The Gang of Four alone did not have the power to stop the Torture Program. That is why they were briefed. They were put in an extraordinarily difficult position. If they had revealed the program, they may have been putting our troops and our national security at risk. They would certainly have invoked the wrath and retribution of the Bush administration.
They were brought into the loop for no other reason than to give some cover to the perpetrators of these crimes should the truth come out. According to the Times OpEd:
It is unlawful for the executive branch to limit notification, as it did here, to the Gang of Four. There is no such entity recognized in the National Security Act.

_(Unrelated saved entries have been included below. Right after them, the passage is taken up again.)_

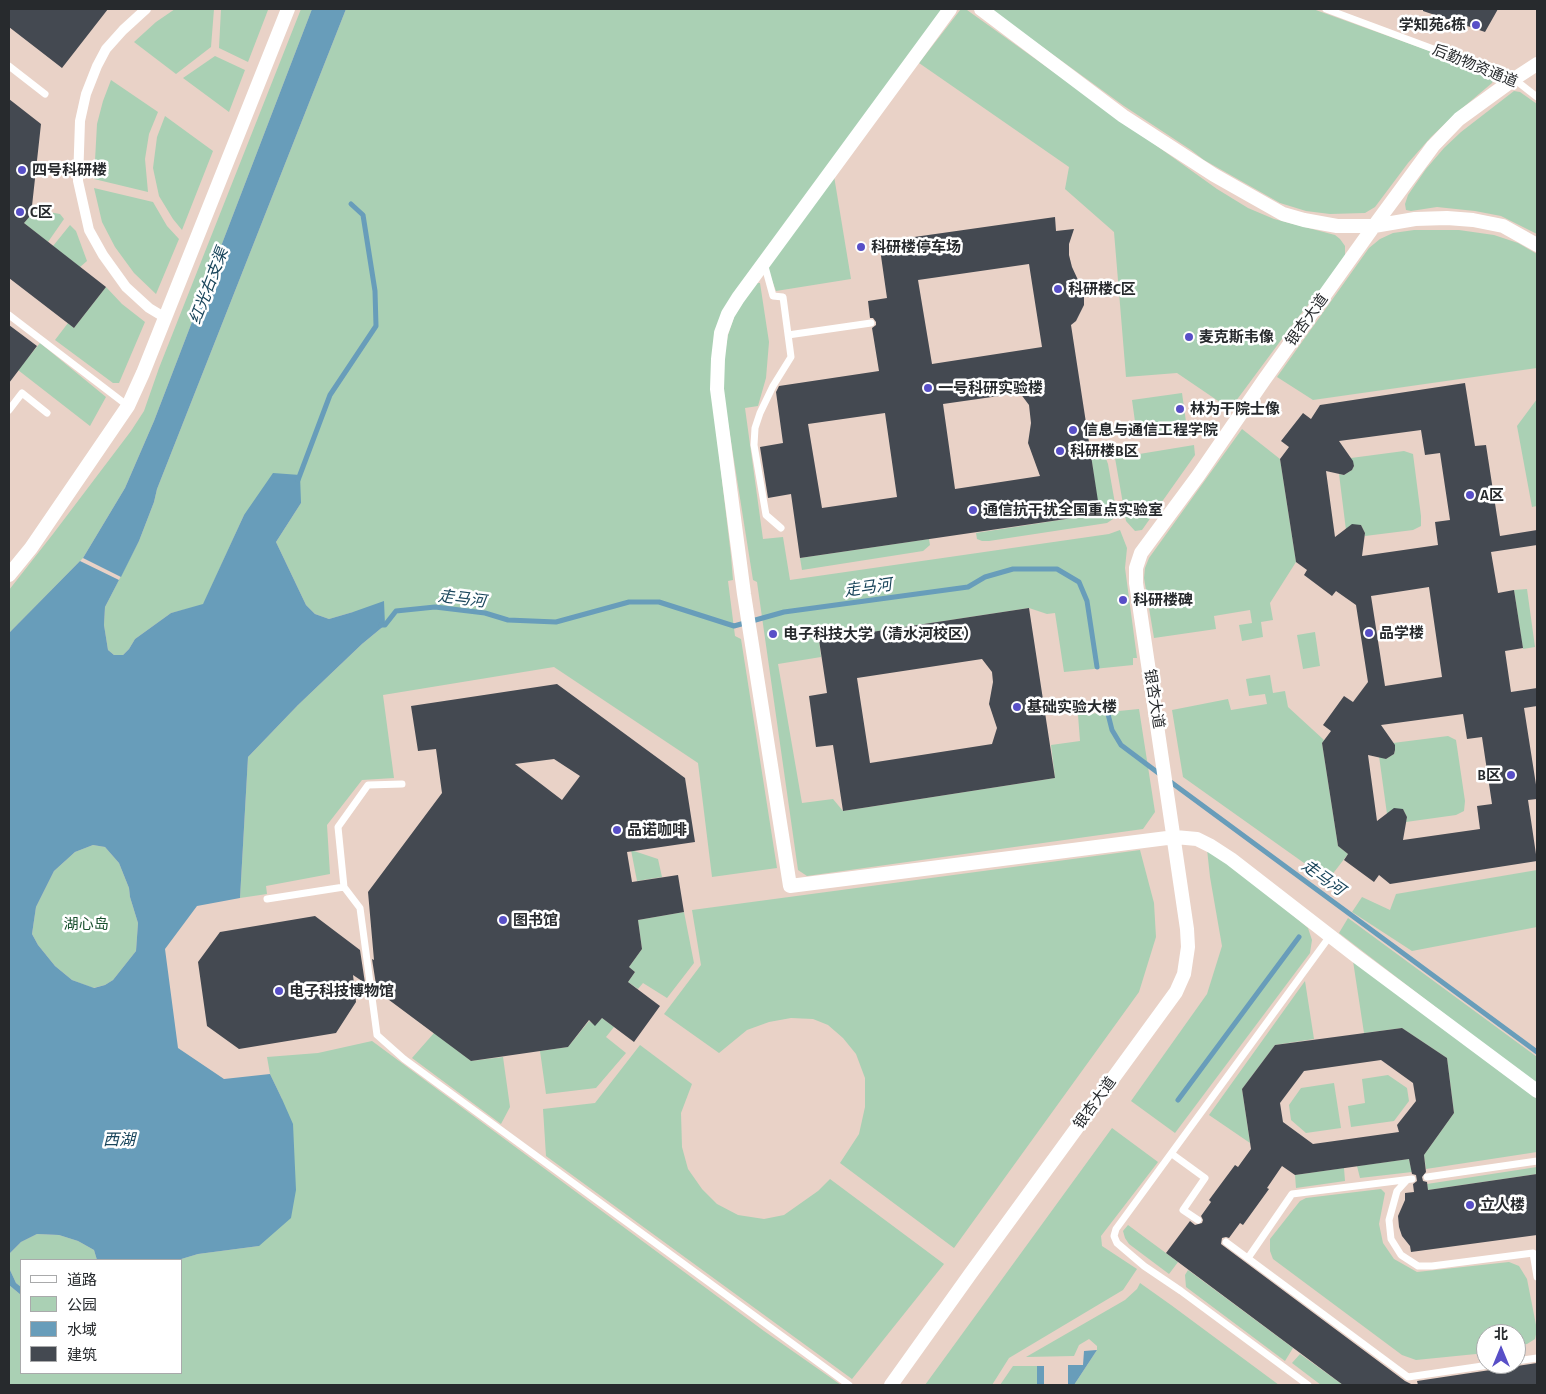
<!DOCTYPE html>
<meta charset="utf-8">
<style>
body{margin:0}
#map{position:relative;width:1546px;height:1394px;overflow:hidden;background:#dce2ec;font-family:"Alegreya Sans","Noto Sans SC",sans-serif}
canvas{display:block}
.frame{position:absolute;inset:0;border:10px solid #272a2d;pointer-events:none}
.legend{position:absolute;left:20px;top:1259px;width:162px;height:115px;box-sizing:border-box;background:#fff;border:1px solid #a9aaab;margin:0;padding:6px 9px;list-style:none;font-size:15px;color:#272a2d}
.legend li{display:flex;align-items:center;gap:10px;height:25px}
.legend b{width:25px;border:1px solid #a9aaab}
.north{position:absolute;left:1476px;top:1324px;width:50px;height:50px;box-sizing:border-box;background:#fff;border:1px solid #a9aaab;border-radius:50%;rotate:0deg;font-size:14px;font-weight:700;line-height:20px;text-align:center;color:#272a2d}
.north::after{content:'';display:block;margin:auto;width:18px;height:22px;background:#584fc7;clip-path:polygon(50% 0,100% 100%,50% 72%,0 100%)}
</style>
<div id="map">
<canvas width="1546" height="1394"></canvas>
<div class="frame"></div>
<ul class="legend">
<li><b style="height:6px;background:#fff"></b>道路</li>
<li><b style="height:14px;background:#aad0b4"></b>公园</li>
<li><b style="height:14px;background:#689dba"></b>水域</li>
<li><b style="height:14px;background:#444951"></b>建筑</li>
</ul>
<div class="north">北</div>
</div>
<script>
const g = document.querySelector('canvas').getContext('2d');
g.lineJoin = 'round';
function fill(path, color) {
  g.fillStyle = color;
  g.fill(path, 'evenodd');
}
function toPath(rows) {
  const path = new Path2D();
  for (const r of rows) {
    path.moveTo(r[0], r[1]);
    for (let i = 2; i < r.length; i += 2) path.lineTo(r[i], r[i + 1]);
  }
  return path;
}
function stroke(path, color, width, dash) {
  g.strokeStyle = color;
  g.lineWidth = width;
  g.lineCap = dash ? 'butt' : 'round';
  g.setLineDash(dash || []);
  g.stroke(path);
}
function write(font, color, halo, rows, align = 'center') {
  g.font = font + ' "Alegreya Sans","Noto Sans SC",sans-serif';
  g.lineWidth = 5;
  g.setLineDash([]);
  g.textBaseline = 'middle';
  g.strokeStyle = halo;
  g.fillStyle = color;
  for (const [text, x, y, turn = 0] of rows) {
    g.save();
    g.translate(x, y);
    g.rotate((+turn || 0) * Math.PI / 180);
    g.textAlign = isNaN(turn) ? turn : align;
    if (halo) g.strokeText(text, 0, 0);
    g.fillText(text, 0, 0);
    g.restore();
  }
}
fill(toPath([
 [9,9,1537,9,1537,1385,9,1385],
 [21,1260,181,1260,181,1373,21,1373],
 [1486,1334,1516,1334,1516,1364,1486,1364]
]), '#e9d2c7');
fill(toPath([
 [175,9,214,9,211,47,176,74,134,42,156,22],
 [221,9,266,9,268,10,248,62,219,48],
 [301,9,312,9,154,421,125,488,83,558,10,632,9,642,9,590,53,534,131,431,144,411,159,368],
 [346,9,944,9,733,296,711,387,731,556,733,580,728,581,735,636,741,639,777,868,712,877,698,763,554,667,383,695,394,778,362,780,327,825,330,874,266,886,267,894,240,898,248,757,298,705,362,644,385,625,353,612,329,619,315,614,306,605,276,542,301,503,244,515,203,605,171,613,135,639,129,649,123,655,114,655,108,650,104,625,105,607,139,541,154,502,157,489],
 [961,9,967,10,1217,189,1248,208,1274,219,1335,235,1340,239,1345,246,1345,259,1296,320,1230,409,1177,373,1126,377,1114,232,1065,189,1069,167,919,63],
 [990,9,1313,9,1488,72,1494,79,1492,83,1453,116,1431,137,1408,163,1375,207,1365,213,1330,214,1306,211,1280,203,1204,160,1191,150,1124,106],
 [215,56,245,70,229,112,183,78],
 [111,80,158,112,149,134,145,159,148,192,94,179,97,124,103,101],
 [1514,91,1520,92,1537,104,1537,234,1501,216,1475,211,1437,207,1411,211,1406,210,1405,204,1408,195,1426,169,1444,148,1461,132],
 [165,116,213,151,182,230,173,219,159,196,153,168,157,137],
 [834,176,851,279,776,291,767,267],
 [94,188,153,202,167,226,179,239,156,294,134,273,115,247,102,222],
 [32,209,60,214,64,219,48,242,24,223,31,215],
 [70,225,76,231,87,261,80,267,53,246],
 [1414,230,1459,230,1494,235,1518,243,1537,254,1537,368,1313,400,1277,377,1369,248,1380,239,1393,233],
 [755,283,760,283,769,342,766,378,758,406,745,408,763,539,783,537,790,580,1109,534,1120,530,1127,548,1125,568,1137,658,1133,658,1133,665,1064,672,1055,613,1047,614,1029,608,819,640,821,657,778,664,802,803,833,799,843,811,1055,778,1051,745,1080,741,1078,715,1139,709,1155,812,1143,829,807,876,798,870,757,582,753,580,723,391,723,364,728,335,734,317],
 [106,287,122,304,145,322,119,383,113,383,55,340,68,323,74,328],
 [40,343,106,397,90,426,18,370],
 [1182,393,1187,429,1137,436,1132,400],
 [1537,399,1537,506,1532,507,1517,426],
 [1242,429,1280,459,1296,562,1270,603,1273,620,1261,622,1263,637,1242,641,1239,625,1252,623,1250,610,1214,616,1216,629,1154,638,1144,578,1145,568,1149,558],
 [1194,445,1195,455,1142,530,1135,531,1126,521,1115,458],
 [1404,451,1413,454,1421,516,1421,526,1413,530,1365,536,1365,533,1361,525,1352,525,1346,530,1339,474,1344,475,1352,470,1354,466,1351,458],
 [1100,454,1105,456,1108,464,1116,509,1113,519,1107,523,989,541,982,541,977,539,976,533,1099,514,1091,455],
 [929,539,930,545,923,551,802,570,800,558],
 [1527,589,1535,647,1523,649,1514,590],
 [1315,632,1320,666,1303,669,1297,635],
 [1270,675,1273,693,1285,691,1288,707,1324,740,1322,743,1338,846,1348,854,1328,880,1183,777,1172,710,1228,699,1231,710,1267,704,1265,694,1249,696,1246,679],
 [1448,736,1456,740,1465,801,1464,811,1456,815,1406,822,1407,817,1403,809,1394,809,1387,814,1379,756,1386,759,1394,754,1395,750,1393,743],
 [93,845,105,847,119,863,129,888,130,897,138,923,136,951,113,980,105,985,93,988,72,980,55,966,38,945,32,934,36,907,54,871,75,852],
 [1207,849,1247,877,1308,928,1312,940,1310,953,1175,1133,1131,1101,1207,994,1222,946,1210,877],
 [631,850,658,859,662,877,637,881],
 [1140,850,1154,903,1156,937,1139,992,954,1248,840,1163,859,1134,865,1107,865,1078,856,1054,843,1038,828,1025,813,1019,791,1018,769,1022,747,1030,719,1053,664,1014,701,965,692,910],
 [1537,870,1537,927,1412,951,1352,912,1362,897,1390,910,1396,894],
 [684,912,694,963,667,998,643,983,638,989,628,982,635,972,629,967,642,949,638,920],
 [1348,918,1537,1057,1537,1085,1339,933],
 [1353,961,1537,1099,1537,1152,1426,1169,1424,1155,1454,1113,1447,1058,1402,1028,1364,1033],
 [1305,981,1314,1039,1275,1045,1242,1089,1250,1143,1209,1115],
 [602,1018,614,1027,606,1037,626,1053,596,1088,546,1094,540,1051,568,1047,589,1021,595,1025],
 [434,1033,471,1061,503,1057,510,1107,501,1124,412,1058],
 [372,1041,764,1331,841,1385,9,1385,9,1285,21,1295,21,1373,181,1373,181,1260,178,1260,198,1254,259,1246,282,1099,270,1074,267,1057,318,1053],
 [640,1045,692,1084,681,1113,682,1147,688,1169,702,1189,717,1204,738,1215,764,1219,784,1215,818,1191,830,1179,944,1264,852,1379,546,1156,543,1109,595,1103],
 [1388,1075,1407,1088,1409,1101,1394,1121,1351,1127,1348,1106,1365,1103,1362,1079],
 [1334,1083,1341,1128,1306,1133,1291,1120,1289,1105,1301,1088],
 [1112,1128,1158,1162,1101,1236,1102,1246,1137,1269,1123,1290,1009,1358,992,1385,925,1385],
 [1409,1159,1412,1172,1360,1178,1357,1166],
 [1537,1167,1537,1174,1428,1190,1427,1184],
 [1344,1168,1345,1181,1296,1188,1295,1175],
 [1381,1189,1385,1193,1379,1224,1383,1243,1394,1259,1417,1272,1509,1262,1519,1266,1527,1279,1537,1330,1535,1339,1527,1344,1516,1346,1516,1334,1486,1334,1486,1353,1416,1360,1402,1355,1273,1259,1270,1251,1270,1239,1300,1201,1306,1198],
 [1128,1225,1178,1262,1169,1274,1129,1244,1125,1238,1123,1231],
 [37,1234,59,1235,78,1241,94,1250,97,1260,21,1260,21,1287,16,1283,10,1270,10,1253,21,1242],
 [1188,1270,1293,1348,1285,1361,1186,1287,1185,1275],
 [1140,1283,1171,1305,1279,1385,1074,1385,1097,1350,1097,1346,1089,1339,1079,1345,1074,1356,1026,1357,1125,1300,1137,1289],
 [1300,1354,1343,1385,1321,1385,1292,1363],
 [1013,1366,1037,1366,1037,1385,1000,1385]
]), '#aad0b4');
fill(toPath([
 [312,9,346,9,157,489,154,502,139,541,121,577,83,558,125,488,154,421],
 [273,473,300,475,301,503,276,542,306,605,315,614,329,619,353,612,384,601,385,625,362,644,298,705,248,757,240,898,197,906,165,949,178,1048,224,1079,270,1074,282,1099,293,1124,296,1190,291,1218,259,1246,198,1254,178,1260,97,1260,94,1250,78,1241,59,1235,37,1234,21,1242,10,1253,10,1270,16,1283,21,1287,21,1295,9,1285,9,642,10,632,80,561,119,580,105,607,104,625,108,650,114,655,123,655,129,649,135,639,171,613,203,604,244,515],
 [93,845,105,847,119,863,129,888,130,897,138,923,136,951,113,980,105,985,94,988,72,980,55,966,38,945,32,934,36,907,54,871,75,852],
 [1097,1350,1074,1385,1068,1385,1068,1365,1083,1365,1084,1351],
 [1037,1366,1044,1366,1044,1385,1037,1385]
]), '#689dba');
stroke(toPath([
 [298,480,330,395,376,326,375,291,363,215,351,204],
 [381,625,385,625,396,611,435,607,485,613,508,620,556,622,629,602,659,602,734,626,784,612,968,587,985,577,1013,569,1057,569,1079,582,1087,601,1097,667],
 [1108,714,1112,730,1121,745,1161,775],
 [1168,780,1537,1052],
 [1178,1100,1299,937]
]), '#689dba', 5);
fill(toPath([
 [9,9,108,9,62,68,9,27],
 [1423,9,1498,9,1485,32,1423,11],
 [9,99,41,124,31,215,24,223,106,287,74,328,9,278],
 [1055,217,1056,231,1074,229,1069,244,1069,255,1072,267,1084,293,1084,305,1076,321,1071,325,1100,514,800,558,791,494,768,498,760,447,783,443,776,392,779,386,879,371,872,328,876,325,876,322,873,318,870,318,868,301,887,298,879,242],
 [1029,264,1042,347,932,364,918,280],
 [1020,393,1029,405,1031,423,1028,443,1040,476,955,489,943,404],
 [885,413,897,497,822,508,808,424],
 [9,325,37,346,9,383],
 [1465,383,1475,446,1486,445,1500,536,1537,530,1537,545,1491,552,1498,593,1514,590,1523,648,1505,651,1511,692,1537,688,1537,706,1524,708,1537,791,1537,799,1528,800,1537,861,1390,884,1379,875,1374,882,1344,860,1348,854,1338,846,1322,743,1331,731,1323,725,1344,696,1353,702,1368,682,1356,605,1336,591,1332,596,1304,575,1307,570,1296,562,1280,459,1289,447,1281,441,1303,413,1311,419,1320,405],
 [1421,430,1425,455,1440,453,1450,520,1435,522,1438,545,1362,556,1365,533,1361,525,1352,524,1335,537,1326,471,1344,475,1352,470,1354,466,1353,461,1339,441],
 [1429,587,1442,677,1385,686,1371,596],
 [1463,714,1467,739,1482,737,1492,804,1477,806,1480,829,1403,840,1407,817,1403,809,1394,808,1377,821,1368,755,1386,759,1394,754,1395,750,1395,745,1381,725],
 [1029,608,1055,778,843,811,833,745,816,747,809,696,827,693,819,640],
 [982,659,992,672,993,682,989,704,997,728,992,744,870,763,857,678],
 [557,684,685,778,695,842,627,852,632,882,678,875,684,912,638,920,642,949,629,967,635,972,628,982,660,1006,634,1042,602,1018,595,1026,589,1020,568,1047,471,1061,377,991,372,959,374,960,368,892,442,793,436,749,418,751,411,706],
 [554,759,580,776,562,800,515,764],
 [315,916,360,950,365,983,353,975,356,1002,336,1033,239,1049,207,1026,198,962,220,932],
 [1402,1028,1447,1058,1454,1113,1424,1155,1426,1172,1422,1177,1423,1181,1427,1182,1428,1190,1537,1174,1537,1235,1411,1252,1410,1246,1402,1236,1399,1227,1398,1216,1405,1200,1405,1193,1414,1192,1413,1184,1417,1181,1416,1175,1412,1174,1409,1159,1295,1175,1282,1166,1267,1188,1269,1189,1243,1225,1240,1223,1229,1238,1226,1237,1222,1238,1221,1244,1405,1381,1413,1385,1343,1385,1166,1253,1190,1221,1195,1225,1202,1223,1203,1220,1201,1216,1211,1202,1209,1200,1235,1165,1238,1167,1251,1149,1242,1089,1275,1045],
 [1381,1060,1413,1083,1416,1101,1397,1125,1399,1132,1313,1144,1283,1122,1280,1103,1304,1071],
 [1537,1363,1537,1385,1418,1385,1417,1381,1497,1369,1501,1365,1512,1364,1517,1366]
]), '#444951');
stroke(toPath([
 [1326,9,1514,79,1537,97],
 [9,66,45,94],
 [764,263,773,296,783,297,791,357,773,386,760,413,755,428,754,445,766,515,781,528],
 [9,315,128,406],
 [788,335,871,323],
 [9,410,22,393,47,413],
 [402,784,368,785,338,827,344,887,360,908,377,1035,404,1059,849,1385],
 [267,899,344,887],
 [1172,1154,1205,1178,1183,1210,1198,1220],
 [1427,1177,1537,1161],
 [1407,1180,1397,1191,1389,1220,1391,1239,1401,1255,1418,1266,1432,1266,1533,1253,1537,1277],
 [1226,1242,1408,1377,1496,1364],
 [1248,1258,1292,1194,1412,1179],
 [1516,1361,1537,1358],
 [1308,1385,1181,1291,1144,1266,1117,1243,1114,1236,1116,1229,1330,936]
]), '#fff', 7);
stroke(toPath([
 [146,9,123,30,106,49,97,66,86,94,80,121,78,181,89,230,103,255,126,287,149,308,164,317]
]), '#fff', 10);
stroke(toPath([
 [950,9,738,298,728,314,721,333,718,359,717,389,744,594,790,886,1175,837,1197,839,1211,846,1231,859,1356,956,1537,1091],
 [981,9,1123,116,1214,175,1283,214,1304,220,1337,226,1374,226,1415,219,1447,218,1473,220,1503,226,1537,245],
 [9,575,31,548,128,406,143,373,288,9],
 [891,1385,971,1273,1176,992,1184,974,1188,947,1187,929,1136,583,1136,568,1141,553,1198,476,1264,380,1374,226,1433,146,1459,119,1514,79,1537,64]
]), '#fff', 14);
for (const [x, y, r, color] of [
 [1476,25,5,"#584fc7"],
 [22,170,5,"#584fc7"],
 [20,212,5,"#584fc7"],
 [861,247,5,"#584fc7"],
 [1058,289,5,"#584fc7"],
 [1189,337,5,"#584fc7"],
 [928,388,5,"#584fc7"],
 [1180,409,5,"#584fc7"],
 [1073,430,5,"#584fc7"],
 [1060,451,5,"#584fc7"],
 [1470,495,5,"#584fc7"],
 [973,510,5,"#584fc7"],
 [1123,600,5,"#584fc7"],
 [1369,633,5,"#584fc7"],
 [773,634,5,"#584fc7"],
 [1017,707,5,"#584fc7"],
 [1511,775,5,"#584fc7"],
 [617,830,5,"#584fc7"],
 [503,920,5,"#584fc7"],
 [279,991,5,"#584fc7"],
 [1470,1205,5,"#584fc7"]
]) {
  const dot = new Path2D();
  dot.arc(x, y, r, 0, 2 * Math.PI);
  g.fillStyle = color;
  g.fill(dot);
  stroke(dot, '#fff', 2);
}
write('bold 15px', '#272a2d', '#fff', [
 ["学知苑6栋",1466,25,"right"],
 ["四号科研楼",32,170],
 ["C区",30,212],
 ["科研楼停车场",871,247],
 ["科研楼C区",1068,289],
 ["麦克斯韦像",1199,337],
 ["一号科研实验楼",938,388],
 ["林为干院士像",1190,409],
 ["信息与通信工程学院",1083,430],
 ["科研楼B区",1070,451],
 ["A区",1480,495],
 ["通信抗干扰全国重点实验室",983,510],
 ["科研楼碑",1133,600],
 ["品学楼",1379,633],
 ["电子科技大学（清水河校区）",783,634],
 ["基础实验大楼",1027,707],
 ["B区",1501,775,"right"],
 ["品诺咖啡",627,830],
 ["图书馆",513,920],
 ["电子科技博物馆",289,991],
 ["立人楼",1480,1205]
], 'left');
write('15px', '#272a2d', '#fff', [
 ["后勤物资通道",1475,66,22],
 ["银杏大道",1307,320,-54],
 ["银杏大道",1154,699,81],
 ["银杏大道",1095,1103,-54]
]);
write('15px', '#19502e', '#fff', [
 ["湖心岛",86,924]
]);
write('italic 16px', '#19455b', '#fff', [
 ["红光右支渠",209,286,-69],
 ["走马河",868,588,-8],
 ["走马河",462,599,7],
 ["走马河",1323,878,36],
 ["西湖",119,1140]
]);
</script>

The origins and use of the Gang of Four and Gang of Eight is explored fully in the OpEd with the following conclusion:
...there is nothing in the legislative history of the Gang of Eight exception that supports the use made of it by the Bush administration — to shield, indefinitely, a politically controversial program from Congressional scrutiny.
The NYTimes piece is a clear vindication of the Democrats who were used by the Bush administration. The game is obvious as Cheney and friends go to the media again and again trying to shift the blame or muddy the waters.
Again, from the Time OpEd:
Of course, the real reason that notifying four members of Congress was better than 40 to the Bush White House is crystal-clear — to eliminate political pushback. Check the box that Congress was informed just in case, someday, the program becomes public and things get rough. But do so in a way that the legislative branch is not in a position to cause any trouble.
We need to keep the focus on what was DONE, and who authorized it.